= What the task asks =
If a line in the records below contains the word "JSON", copy it.

(Collected data)
==*==
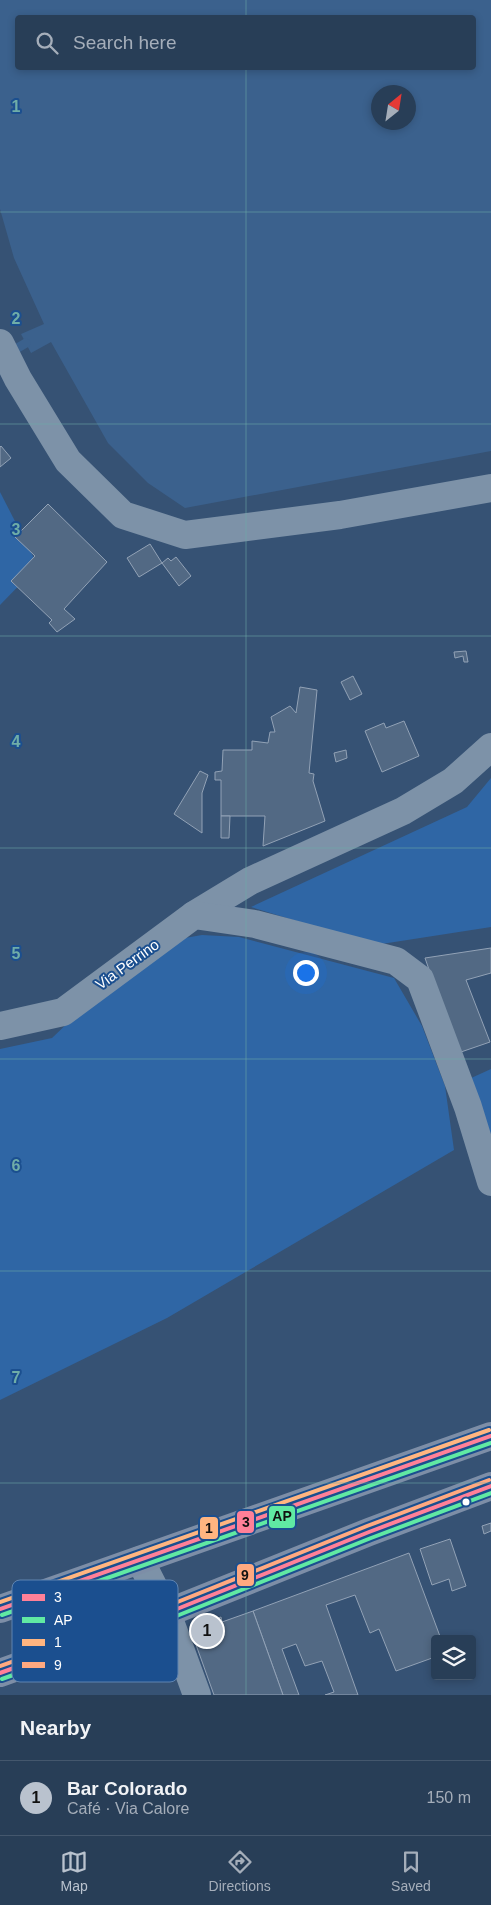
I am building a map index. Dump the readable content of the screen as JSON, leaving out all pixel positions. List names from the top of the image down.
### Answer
{
  "streets": {
    "street": ["Via Perrino"]
  },
  "lines": [
    "transit line 1",
    "transit line 3",
    "transit line AP",
    "transit line 9"
  ],
  "legend": [
    "3",
    "AP",
    "1",
    "9"
  ],
  "north": "top right",
  "page": {
    "search": "Search here",
    "pins": "1",
    "heading": "Nearby",
    "list": [
      {
        "mark": "1",
        "name": "Bar Colorado",
        "note": "Café · Via Calore",
        "value": "150 m"
      }
    ],
    "nav": ["Map", "Directions", "Saved"]
  },
  "grid": {
    "rows": [
      "1",
      "2",
      "3",
      "4",
      "5",
      "6",
      "7"
    ]
  }
}
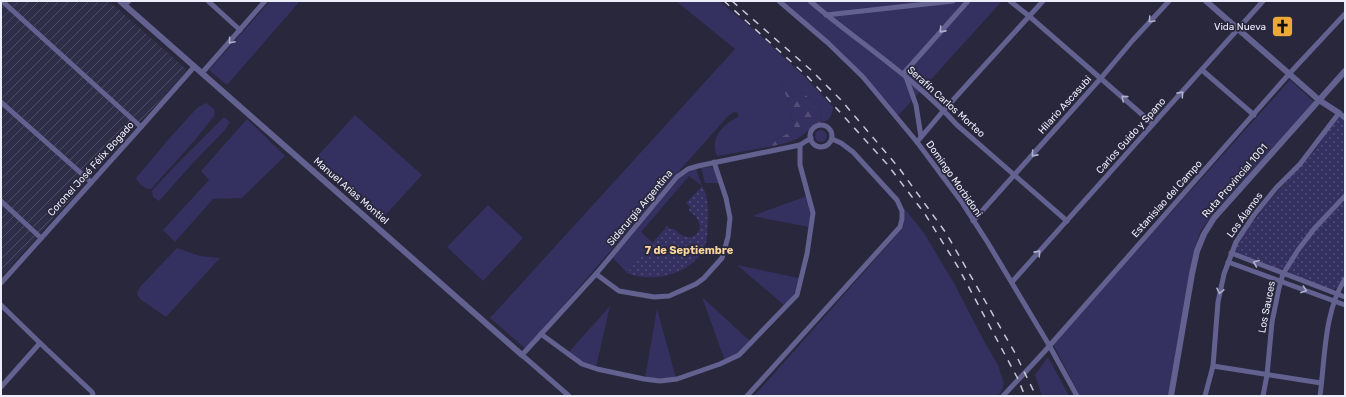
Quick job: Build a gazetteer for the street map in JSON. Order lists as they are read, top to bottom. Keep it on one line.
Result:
{"streets":{"street":["Serafín Carlos Morteo","Hilario Ascasubi","Carlos Guido y Spano","Coronel José Félix Bogado","Domingo Morbidoni","Ruta Provincial 1001","Manuel Arias Montiel","Estanislao del Campo","Siderurgia Argentina","Los Álamos","Los Sauces"]},"crossings":[["Serafín Carlos Morteo","Hilario Ascasubi"],["Serafín Carlos Morteo","Carlos Guido y Spano"],["Hilario Ascasubi","Domingo Morbidoni"],["Carlos Guido y Spano","Domingo Morbidoni"],["Coronel José Félix Bogado","Manuel Arias Montiel"],["Domingo Morbidoni","Estanislao del Campo"],["Manuel Arias Montiel","Siderurgia Argentina"]],"one_way":["Hilario Ascasubi","Carlos Guido y Spano"],"districts":["7 de Septiembre"],"places":{"church":["Vida Nueva"]}}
==*==
= Solution to the problem =
I am building a map index. Dump the readable content of the screen as JSON, leaving out all pixel positions. List names from the top of the image down.
Quick job: Build a gazetteer for the street map in JSON. Order lists as they are read, top to bottom. Keep it on one line.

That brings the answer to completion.